When he decided to take the job as technical director for the Alabama Theatre and the Lyric Theatre, the Creagers moved themselves back in June 2018 to where they loved best: Mountain Brook.

Suttle, who was happy to see them come back, said, “You can be gone for a while, but you will always be a part of the [Mountain Brook] community.”

Ashley McGowen, who used to work under Mike Creager and credits much of her current success at Live Nation to him acting as her mentor, said she was always so impressed with his strong emphasis on family and vast knowledge about music. 

“He’s seen it as an artist and performer. He’s seen it as a venue administrator. He’s seen it as a production manager. So he’s got the artists’ best interest, the fans’ best interest and the employees of the venue and people that work concerts — he’s got everyone’s best interest at heart,” McGowen said. “He was born playing music, and he was born in the music industry.”

And his love of Birmingham music, in particular, makes him a great asset, she said.

Laurel Creager, who also works in the music industry at Live Nation, said watching her husband work at the two theaters for the last few months has been “such an honor,” and that their family is happy to be back.


Photo by Sarah Finnegan.

‘Leaving an imprint’

Mike Creager said his love for music started with his grandfather, who was an inventor and also “a prodigy on the guitar.”

“From an early age, I was messing around with wiring diagrams and learning how to build things and how to play music,” Mike Creager said. 

Family friend Chelsey Suttles, who went to Mountain Brook High School with Mike Creager, said his “claim to fame was his music.”

“I just remember any time there was a school function or music played, he was involved. He was always a part of it,” she said. 

Even when they were in art class together, Suttles remembers all of his projects centered around music. She said in the Mountain Brook and Birmingham area, Mike had one of the best reputations, even before he was more well-known.

“He is just so good at what he does, and he’s such a good person,” she said. 

Mike Creager remembers late night jams and being exposed to talented bands and music players. Although his grandfather passed away when he was 19 years old, the man left an imprint about the importance of music that stuck long after he was gone, to this day even, Mike Creager said.

When his family moved to Birmingham right before he began first grade at Cherokee Bend, Mike Creager started playing guitar, which he said he excelled at. Upon entering high school, he got on a work-study program that allowed time to travel, play music and eventually put a band together that had some early success. 

“I remember some of my earliest memories not only loving music, but the chemistry between all the players on stage. It was special,” he said, adding that he played guitar and sang while touring with the band.

When he grew up in Mountain Brook, bands mainly played at house gigs around town or hole-in-the-wall venues, Mike Creager said, and each year he would go to the Alabama Music Hall to perform at Battle of the Bands for the chance to play City Stages, an annual Birmingham-based festival held from 1989 to 2009.

“The people behind the scenes were in the trenches, so to speak. I think a lot of us just wanted and knew that Birmingham was bigger and capable of these greater things,” Mike Creager said. 

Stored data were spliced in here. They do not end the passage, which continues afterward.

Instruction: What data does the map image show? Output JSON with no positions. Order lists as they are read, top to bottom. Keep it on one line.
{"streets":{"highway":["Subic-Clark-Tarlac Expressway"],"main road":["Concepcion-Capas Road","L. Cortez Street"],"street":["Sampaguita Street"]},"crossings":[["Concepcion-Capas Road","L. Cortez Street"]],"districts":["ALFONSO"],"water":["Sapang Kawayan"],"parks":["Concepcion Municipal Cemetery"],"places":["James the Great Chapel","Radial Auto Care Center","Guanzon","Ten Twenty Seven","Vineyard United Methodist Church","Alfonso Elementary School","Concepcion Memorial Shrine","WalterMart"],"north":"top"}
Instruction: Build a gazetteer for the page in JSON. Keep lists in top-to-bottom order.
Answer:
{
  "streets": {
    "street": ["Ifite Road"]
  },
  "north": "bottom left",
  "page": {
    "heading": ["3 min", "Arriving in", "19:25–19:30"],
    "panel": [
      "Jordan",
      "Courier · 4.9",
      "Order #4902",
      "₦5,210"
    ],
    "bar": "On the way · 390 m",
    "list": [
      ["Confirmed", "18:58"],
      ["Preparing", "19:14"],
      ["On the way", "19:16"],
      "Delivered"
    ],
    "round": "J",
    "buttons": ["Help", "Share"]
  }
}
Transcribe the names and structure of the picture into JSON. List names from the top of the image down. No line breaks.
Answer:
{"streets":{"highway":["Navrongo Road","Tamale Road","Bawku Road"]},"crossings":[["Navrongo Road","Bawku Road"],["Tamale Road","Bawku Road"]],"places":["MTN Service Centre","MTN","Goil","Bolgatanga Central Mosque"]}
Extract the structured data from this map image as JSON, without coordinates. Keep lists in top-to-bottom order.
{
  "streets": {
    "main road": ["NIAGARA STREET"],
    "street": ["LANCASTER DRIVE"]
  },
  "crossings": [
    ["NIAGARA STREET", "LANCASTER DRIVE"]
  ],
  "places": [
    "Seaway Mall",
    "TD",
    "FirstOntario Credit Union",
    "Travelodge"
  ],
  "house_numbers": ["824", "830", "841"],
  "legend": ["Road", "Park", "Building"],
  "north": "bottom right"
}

After some time away touring, he was back working at his recording studio in the Birmingham music scene and living in Mountain Brook. Then, in 2012, his friend Steve DeMedicis hired him to be the technical consultant and production manager at his music venue, what would become one of Birmingham’s most well-known sites: Iron City.

“Coming off the road from traveling for many years not only as a performer but an engineer, I was exposed to all of the good and the bad that venues have to offer,” he said. 

Mike Creager said he was hired by Steve DeMedicis not only for his audio specialties and to design the state-of-the-art sound system at the venue, but also for his general knowledge in venues and the way they operate. When he was performing and designing sound systems earlier in his life, he never thought about getting into music management, though.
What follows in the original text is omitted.